The concept of sin includes the idea that what I have done or thought or
said has in some way irretrievably altered what I am. We think of sin not as
a smudge of dirt on a clean surface, but as some kind of dry rot that has
settled into the fabric of our being.

When Jesus says there is no sin, he is saying that our ideas are wrong.
Nothing we have done has altered what we are in any way. The surface is
uncorrupted and can be simply wiped clean. We are created with an amazing
psychic layer of Scotchguard protectant. Underneath the layers of grime, we
are still the holy Son of God.

If we think of sin as we normally do, the goal of God seems unattainable
(1:1). If we see it as Jesus does, we can understand that the goal is
already attained; it is not something to attain, it is something to
celebrate.

When we see sin in another as dry rot, we feel justified in our attacks
(1:3). When we see it as surface smudges, our love responds with a desire to
wipe the surface of our brother's mind to reveal the beauty hiding in the
dirt.

We are all aware of some self-destructive habit patterns. All of them come
from the sense that we deserve punishment and suffering because we are
guilty (1:4). We are unworthy of health, happiness and uninterrupted joy. We
think the evil is in us rather than on us.

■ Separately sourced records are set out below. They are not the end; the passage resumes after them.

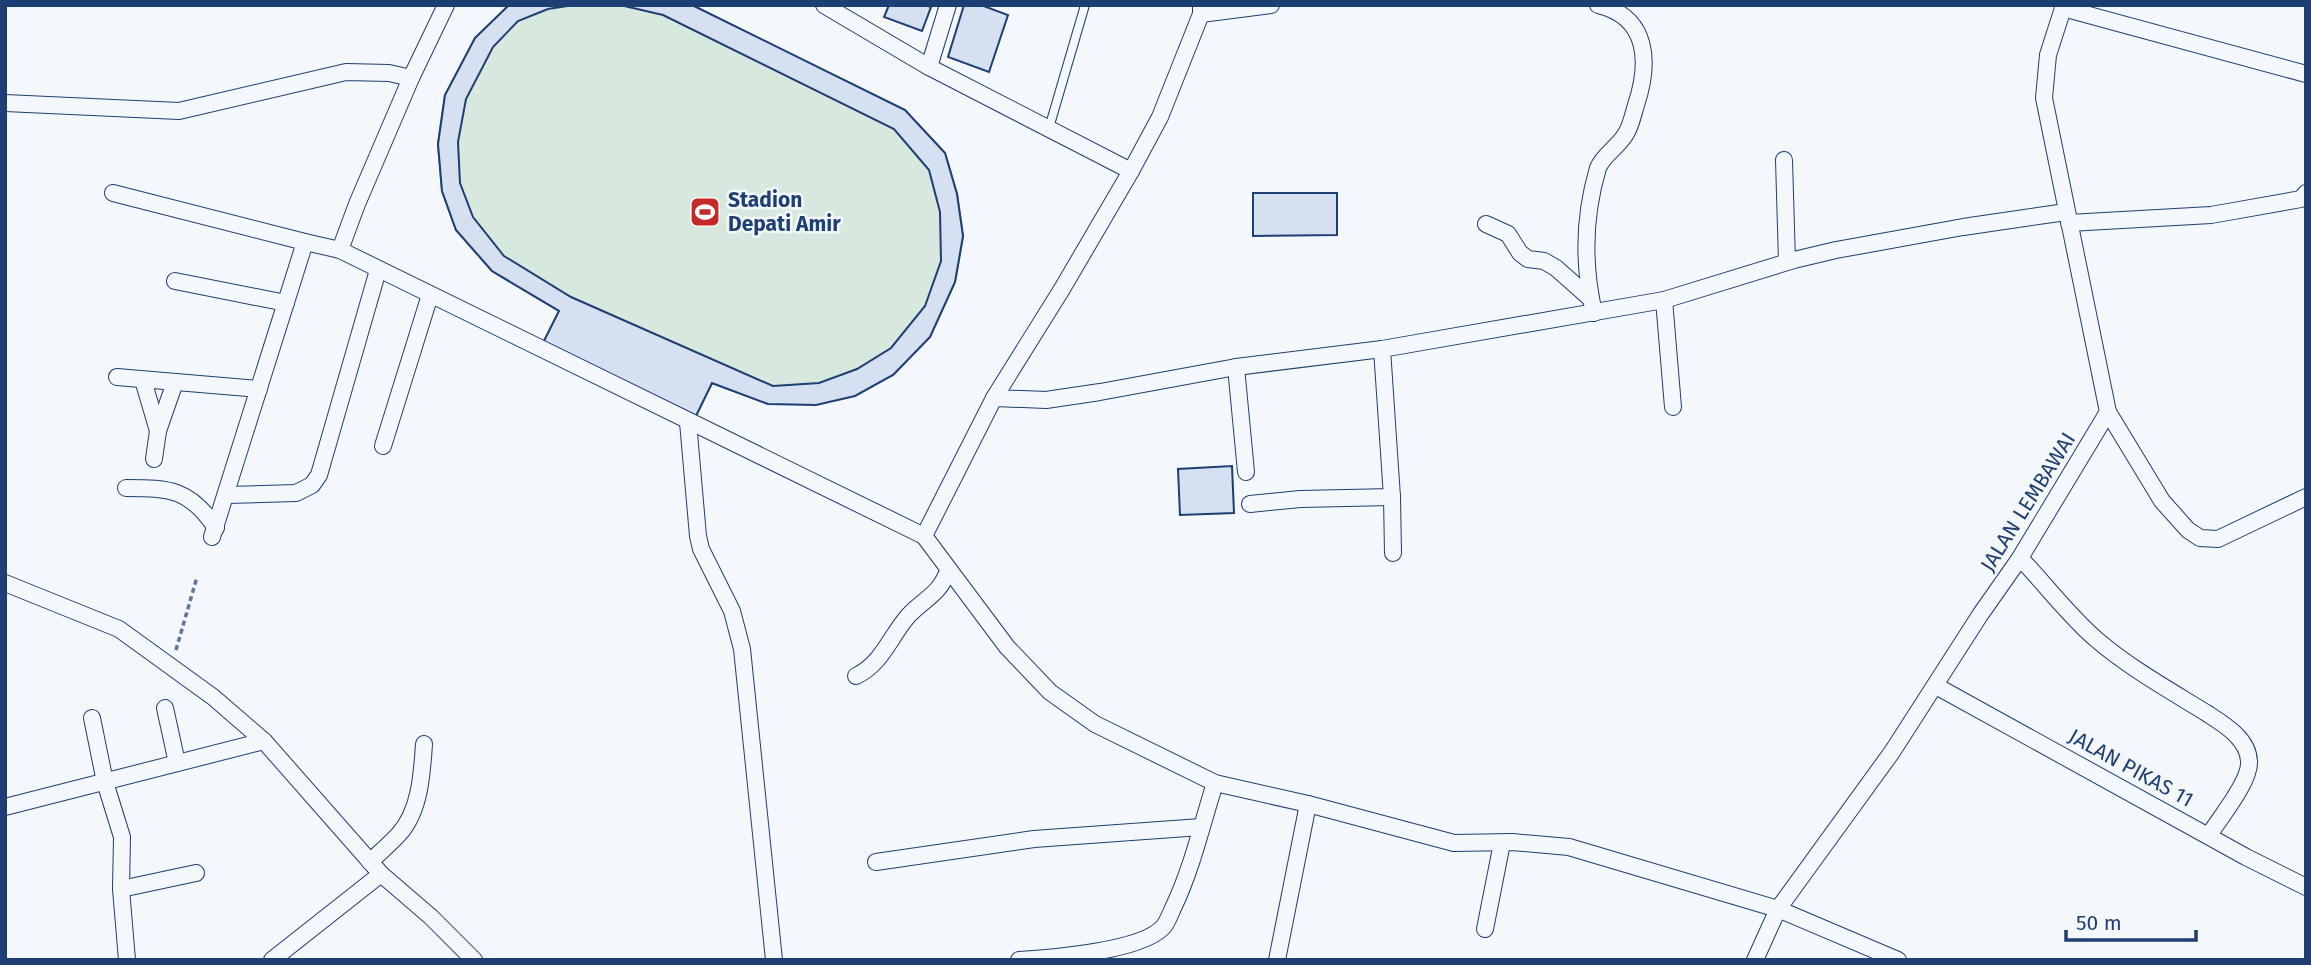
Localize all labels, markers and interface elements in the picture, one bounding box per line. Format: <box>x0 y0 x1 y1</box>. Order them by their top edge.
place label: Stadion Depati Amir <box>728 187 841 237</box>
sports icon: Stadion Depati Amir <box>688 195 722 229</box>
street label: JALAN LEMBAWAI <box>1975 428 2081 576</box>
street label: JALAN PIKAS 11 <box>2064 723 2198 813</box>
scale bar <box>2066 898 2196 942</box>
text: 50 m <box>2076 910 2122 936</box>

When we fully accept the truth of our own innocence, we have opened the way
to complete abundance and health. The universe is set up to support us, good
is continually flowing our way, but we constantly block it off because,
unconsciously, we don't think we deserve it. All this comes from the belief
in sin.

Sin makes us afraid of love (2:1). To be afraid of love is insane, but then,
"sin is insanity" (W-pII.4.1:1). If God is the Source of everything that is,
then all there is must be Love; there can be no opposite, no fear, no sin
(2:4-5). To remember that there is no sin is to accept our own perfect
innocence, and the perfect innocence of all that is. And all the evidence we
perceive that seems to prove otherwise is an illusion made up by our own
minds.


What is Sin? (Part 9)

W-pII.4.5:1-4

How long, we are asked, will we maintain this childish game of sin? That is
all it is, a foolish game. Not an awful, terrible thing; just immature minds
playing with "sharp-edged children's toys" (5:2). I think it is no
coincidence that in the famous biblical chapter on love, I Corinthians 13,
the Apostle Paul speaks of how, when we are children, we speak as children
and act as children, but we we are grown, we "put away childish things."
That is what the lesson is asking us to do. It is asking us to grow up.
"Sin" is a sharp-edged childish thing we have been playing with for eons. It
is time for us to lay it aside, and to assume our "mature" role as
extensions of God's Love.

It is time for us to put away these toys. Time to lay aside the whole
concept of sin and guilt, the idea that we can do (and have done) something
that irrevocably changes our nature. Something that merits everlasting
condemnation and punishment. It is time to look around us and to realize
that nothing, absolutely nothing, falls into this class. Sin as a class, or
category of human behavior, simply does not exist. There are no sins; only
mistakes. Nothing is beyond correction. Nothing bans us from God's Love.
Nothing takes away our eternal inheritance. Nothing can separate us from the
Love of God.

"How soon will you be ready to come home? Perhaps today?" (5:3,4) We have
left home. We have run away because we believed we were evil and had done
something unforgiveable. But nothing is unforgiveable. It is only our own
belief in sin and guilt that keeps us here, homeless. Home is still waiting
for us. Like the son in the parable of the prodigal, we sit in our pig sty
lamenting our loss, while the Father watches at the end of the road, asking,
"How soon will you be ready to come home? I'm here; I still love you. I'm
waiting for you." Today, now, in this holy instant, let us be still a
moment, and go home.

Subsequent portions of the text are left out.